During my research this morning, I came across a very interesting niche, with some very interesting top-ranking sites.

Though I’m not going to reveal niche OR sites (this isn’t intended to be some kind of hit-job), I wanted to share something that I don’t see talked about very often:

SEO best practices are a good starting point, but don’t at all apply to some niches.

The keyword I was looking at is 301,000 searches per month, very competitive, and VERY lucrative.

If you wanted to rank a site for this keyword you’d have to come to terms with two big things:

  1. you aren’t going to crack the top 10 without some seriously aggressive link building
  2. your site is probably going to get penalized at some point.

So, not for the faint-of-heart, and definitely not a long-term business strategy.

Take a look at the top 20 ranking sites to see what that looks like:

To summarize, that’s:

9 .com, 3 .to (actually, the same site has all three top spots!), 1 .video, 1 .es, 1 .co, 1 .ag, 1 .ms, 1 .io. 1 .net, 1 .org.

Since I am not disclosing the keyword/niche let me assure you that:

  • Content is not king, here.
  • This is not about building relationships.
  • User experience is shit.

 

The .coms present here are the usual SERP-characters, Twitter, Youtube, Facebook, etc.
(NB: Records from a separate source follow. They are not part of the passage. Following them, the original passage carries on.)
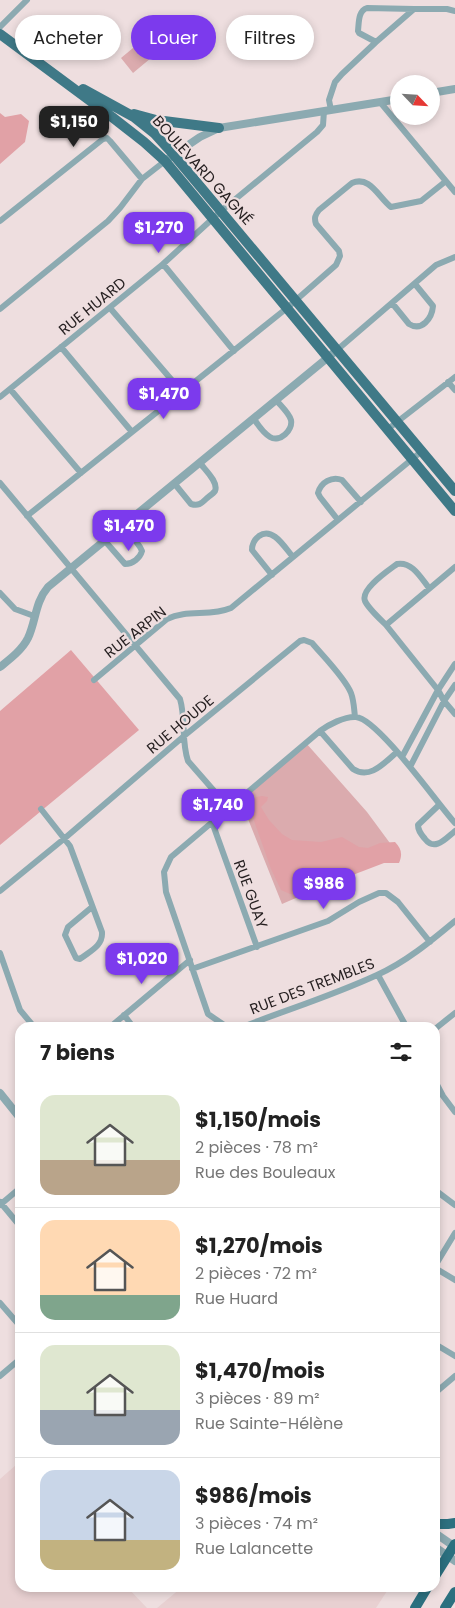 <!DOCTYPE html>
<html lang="fr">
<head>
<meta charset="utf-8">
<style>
	:root { --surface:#fff; --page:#f6f6f6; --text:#222; --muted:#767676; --line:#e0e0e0; --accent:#7c3aed }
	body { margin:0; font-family:Poppins,sans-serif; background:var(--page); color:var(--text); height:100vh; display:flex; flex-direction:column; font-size:19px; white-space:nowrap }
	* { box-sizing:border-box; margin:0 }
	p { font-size:16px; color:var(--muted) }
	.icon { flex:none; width:28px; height:28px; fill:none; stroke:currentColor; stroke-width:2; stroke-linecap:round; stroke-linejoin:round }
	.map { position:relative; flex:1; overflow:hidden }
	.sheet { position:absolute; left:15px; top:1022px; width:425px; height:570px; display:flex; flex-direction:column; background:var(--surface); border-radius:15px; box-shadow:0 2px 8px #0003 }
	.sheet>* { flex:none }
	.guide { position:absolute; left:15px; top:15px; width:425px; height:45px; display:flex; gap:10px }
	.needle { width:32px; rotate:115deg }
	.controls { position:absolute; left:390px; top:75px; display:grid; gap:10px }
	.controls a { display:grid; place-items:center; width:50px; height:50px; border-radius:50%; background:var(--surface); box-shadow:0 2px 8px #0003; font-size:25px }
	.price { position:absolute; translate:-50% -42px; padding:0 11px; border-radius:10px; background:var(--accent); color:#fff; font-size:16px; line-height:32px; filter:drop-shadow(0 1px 2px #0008) }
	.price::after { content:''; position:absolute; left:50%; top:30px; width:15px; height:11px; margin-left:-8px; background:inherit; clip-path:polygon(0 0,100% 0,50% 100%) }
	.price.current { background:#222; color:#fff }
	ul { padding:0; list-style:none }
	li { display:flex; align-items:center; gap:15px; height:125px; padding:0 25px }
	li+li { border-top:1px solid var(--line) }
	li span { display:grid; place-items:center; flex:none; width:140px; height:100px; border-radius:15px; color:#555 }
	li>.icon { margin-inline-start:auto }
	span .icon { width:60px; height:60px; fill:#fffc; stroke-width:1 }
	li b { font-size:21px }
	h2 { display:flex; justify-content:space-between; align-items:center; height:60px; padding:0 25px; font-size:21px }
	.pill { padding:0 18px; border-radius:22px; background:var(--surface); box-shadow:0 2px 8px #0003; font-size:18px; line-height:45px }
	.pill.current { background:var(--accent); color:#fff }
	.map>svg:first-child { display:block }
</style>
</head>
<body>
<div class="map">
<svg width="455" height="1608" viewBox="0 0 455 1608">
	<rect width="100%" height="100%" fill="#eededf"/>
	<path fill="#e8d0d1" d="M17 1464 20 1467V1588H128L147 1608H0V1479Z
		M181 1588H389L376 1608H157Z"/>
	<path fill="#dbabae" d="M145 38 157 53 133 73 121 58Z
		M306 743 367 812 398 854 282 904 240 799Z"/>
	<path fill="#e1a1a6" d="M0 113 5 117 21 114 29 121 25 142 0 164Z
		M71 650 139 730 0 845V711Z
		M262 796 268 797 267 801 261 807 269 820 282 834 292 840 321 842 342 837 359 847 368 848 380 843 395 842C401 848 403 854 399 863H384L337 881 306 894H290L281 890 271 869 252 815 251 804 256 797Z"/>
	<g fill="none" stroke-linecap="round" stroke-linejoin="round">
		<path stroke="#8caab1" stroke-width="6" d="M0 27 27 0
			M376 42 359 33 358 31C359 22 358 11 367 8L414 9
			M380 102 455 192
			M331 110 329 100 335 82 342 74 376 42 414 9H447L455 11
			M0 221 103 139 107 138 110 141 142 179
			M163 264 234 351
			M392 303 409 324C422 332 432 318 433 306L415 284
			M110 308 182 392
			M0 309 108 221 120 208 142 179 165 161
			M61 347 132 432
			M337 350 436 265 455 257
			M448 382 455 390
			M10 389 81 473
			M0 397 163 264 221 211 317 132 323 125 324 111
			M254 419C258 425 263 433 270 437 280 443 293 430 291 420 289 413 281 406 276 400
			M388 429 455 377
			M0 483 180 699C186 719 181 741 188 761L229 808
			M174 483 191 504C198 506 201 504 206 499 208 497 213 494 215 491 219 482 204 469 200 463
			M27 516 287 308 336 265 340 256 339 251 316 224C314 218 315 215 319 210L352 183C370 175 379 198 391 207L421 201 446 181
			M338 520 320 497 318 493C321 482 332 476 342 480L361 502
			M105 541 125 564C133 564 140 558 142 551L140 547 124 525
			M455 567 386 625 438 690 444 701 455 714
			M272 575 252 550C252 545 254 540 259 536 273 526 285 548 293 557
			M0 593 15 609 34 616
			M386 625C380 619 368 608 365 601 360 589 389 570 397 564 412 561 421 578 429 588
			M94 680 167 619C187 609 210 617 231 608L422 451
			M320 731 353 769C370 780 384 763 397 752
			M402 757 438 690 455 664
			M410 767 444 701 455 685
			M439 805 418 825C418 831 421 834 425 839 435 852 446 838 455 831
			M41 809 70 846 102 932C103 946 90 951 80 959L76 958 65 935 68 927 92 907
			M212 822 257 947
			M455 823C437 803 378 719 356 717 345 716 328 725 320 731L171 857 164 872 166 892 208 1014 227 1027 245 1026C289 1009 334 995 377 975 406 962 431 941 455 921
			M0 891 65 838 184 736 300 641 304 640 312 643C323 656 345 678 351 693 354 701 354 709 355 717
			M0 953 20 1010 35 1028
			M192 969 328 921 359 902 379 893H386L398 902 430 942
			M378 975 407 1028
			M124 1015 134 1028
			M109 1028 190 960
			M435 1029 455 1013
			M435 1081 443 1096 455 1112
			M435 1190 455 1205
			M0 1202 20 1226
			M0 1205 20 1188
			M435 1266 455 1233
			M435 1268 455 1280
			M0 1303 20 1326
			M435 1344 455 1356
			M0 1376 20 1359
			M435 1393 455 1376"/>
		<path stroke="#8caab1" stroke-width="8" d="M431 93 455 89
			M169 158 200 137 219 128 399 99
			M0 667C10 659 22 650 28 638 36 621 35 602 48 587L337 350
			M0 1093 20 1118
			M435 1533 455 1547
			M435 1547 455 1561"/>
		<path stroke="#3f7987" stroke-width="10" d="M0 34 112 117 144 142 165 161 455 511
			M83 89 134 117 154 133 173 154 455 491
			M134 114 156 120 219 128"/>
		<path stroke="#2c707f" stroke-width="10" d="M435 1524H448L455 1523
			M435 1576 455 1544
			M415 1608 427 1588
			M445 1608 455 1592"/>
	</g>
	<g text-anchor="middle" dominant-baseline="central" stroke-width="4.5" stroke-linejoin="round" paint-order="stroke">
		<g font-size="15" fill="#251f20" stroke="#eededf">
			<text transform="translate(203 170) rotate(48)">BOULEVARD GAGNÉ</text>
			<text transform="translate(92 306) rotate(-39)">RUE HUARD</text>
			<text transform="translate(135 632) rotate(-38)">RUE ARPIN</text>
			<text transform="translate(180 724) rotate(-40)">RUE HOUDE</text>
			<text transform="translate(251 894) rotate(70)">RUE GUAY</text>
			<text transform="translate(312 986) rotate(-21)">RUE DES TREMBLES</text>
		</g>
	</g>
</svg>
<div class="controls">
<a><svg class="needle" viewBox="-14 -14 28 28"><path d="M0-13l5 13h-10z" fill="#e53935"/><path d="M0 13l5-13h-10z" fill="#767676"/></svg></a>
</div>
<b class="price current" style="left:74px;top:148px">$1,150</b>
<b class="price" style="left:159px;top:254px">$1,270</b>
<b class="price" style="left:164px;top:420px">$1,470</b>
<b class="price" style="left:129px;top:552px">$1,470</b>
<b class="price" style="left:218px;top:831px">$1,740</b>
<b class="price" style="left:324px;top:910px">$986</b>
<b class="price" style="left:142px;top:985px">$1,020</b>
<div class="guide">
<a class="pill">Acheter</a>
<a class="pill current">Louer</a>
<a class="pill">Filtres</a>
</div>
<section class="sheet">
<h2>7 biens<svg class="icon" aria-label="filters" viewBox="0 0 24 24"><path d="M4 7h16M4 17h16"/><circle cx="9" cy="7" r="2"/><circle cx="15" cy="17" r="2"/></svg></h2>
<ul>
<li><span style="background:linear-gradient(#dfe7d0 65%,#b9a48a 0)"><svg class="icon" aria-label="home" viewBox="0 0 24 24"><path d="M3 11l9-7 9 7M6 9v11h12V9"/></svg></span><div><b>$1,150/mois</b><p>2 pièces · 78 m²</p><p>Rue des Bouleaux</p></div></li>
<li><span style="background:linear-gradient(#ffd9b3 75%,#7fa58c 0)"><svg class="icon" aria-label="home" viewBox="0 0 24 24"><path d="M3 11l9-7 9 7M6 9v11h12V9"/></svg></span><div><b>$1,270/mois</b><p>2 pièces · 72 m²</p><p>Rue Huard</p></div></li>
<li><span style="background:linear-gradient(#dfe7d0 65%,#9aa5b1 0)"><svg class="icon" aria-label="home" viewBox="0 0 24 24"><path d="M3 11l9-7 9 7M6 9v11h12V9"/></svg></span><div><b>$1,470/mois</b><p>3 pièces · 89 m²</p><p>Rue Sainte-Hélène</p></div></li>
<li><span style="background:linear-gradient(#c9d6e8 70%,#c2b280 0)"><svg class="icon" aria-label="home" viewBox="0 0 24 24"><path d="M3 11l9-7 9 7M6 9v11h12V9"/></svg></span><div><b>$986/mois</b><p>3 pièces · 74 m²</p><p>Rue Lalancette</p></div></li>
</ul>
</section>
</div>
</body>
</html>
There’s a reason most domains are not .coms: a good domain name would be wasted on this churn/burn style of business.

What do all of these sites have in common?

A ton of links.

Unsafe, built-to-rank (not-necessarily-to-last) links.

The top ranking site (.to TLD) has built 1,390 links (many of which were 301 redirected from other, similar sites).

Similarweb.com estimates 318 million visits/mo:

So the trade-off of having their site be SUPER at risk for a penalty is 300 million visitors per month and a site in the Alexa top 100.

Building links to your site was, is, and will be the most important factor in a site ranking well.

Typical advice tells you to be smart about your link velocity, keep it looking natural, slow and steady.

For this site, however, the link velocity stray’s pretty far from the warming-glow of best practices:

The top ranking site has +1000 linking domains.

The other sites have close to 1000 linking domains.

Exact Match Domains (EMD) work super well (though you’ll need more than JUST an EMD to rank)

For this, I’ll exclude the domains ranking on pure authority and have nothing to do with the niche (Twitter, Facebook, etc).

That leaves 14 sites (in the top 20).

Of those 14 remaining sites:

  • 5 sites use exact match domains
  • 5 sites use partial match domains

 

I see the same trend of EMD/PMD across the related and equally valuable and competitive keywords.

The Takeaways

Commonly-given SEO advice is usually practical, but doesn’t apply to all niches/websites and specifically to all SEO strategies.

Exact match domains can still be an asset.

Link building is usually a must to help your site rank well. Excessive link building can rank your site well for ultra-competitive niches, but the trade-off is that it creates a site with a high probability of getting penalized eventually.

Remember, there are all kinds of different strategies for getting the traffic you need. The “SEO Best Practices” preached by many (including us) are generally right for most businesses, but there are countless exceptions if you are able to think outside of the box, and the results can be incredibly rewarding if you succeed.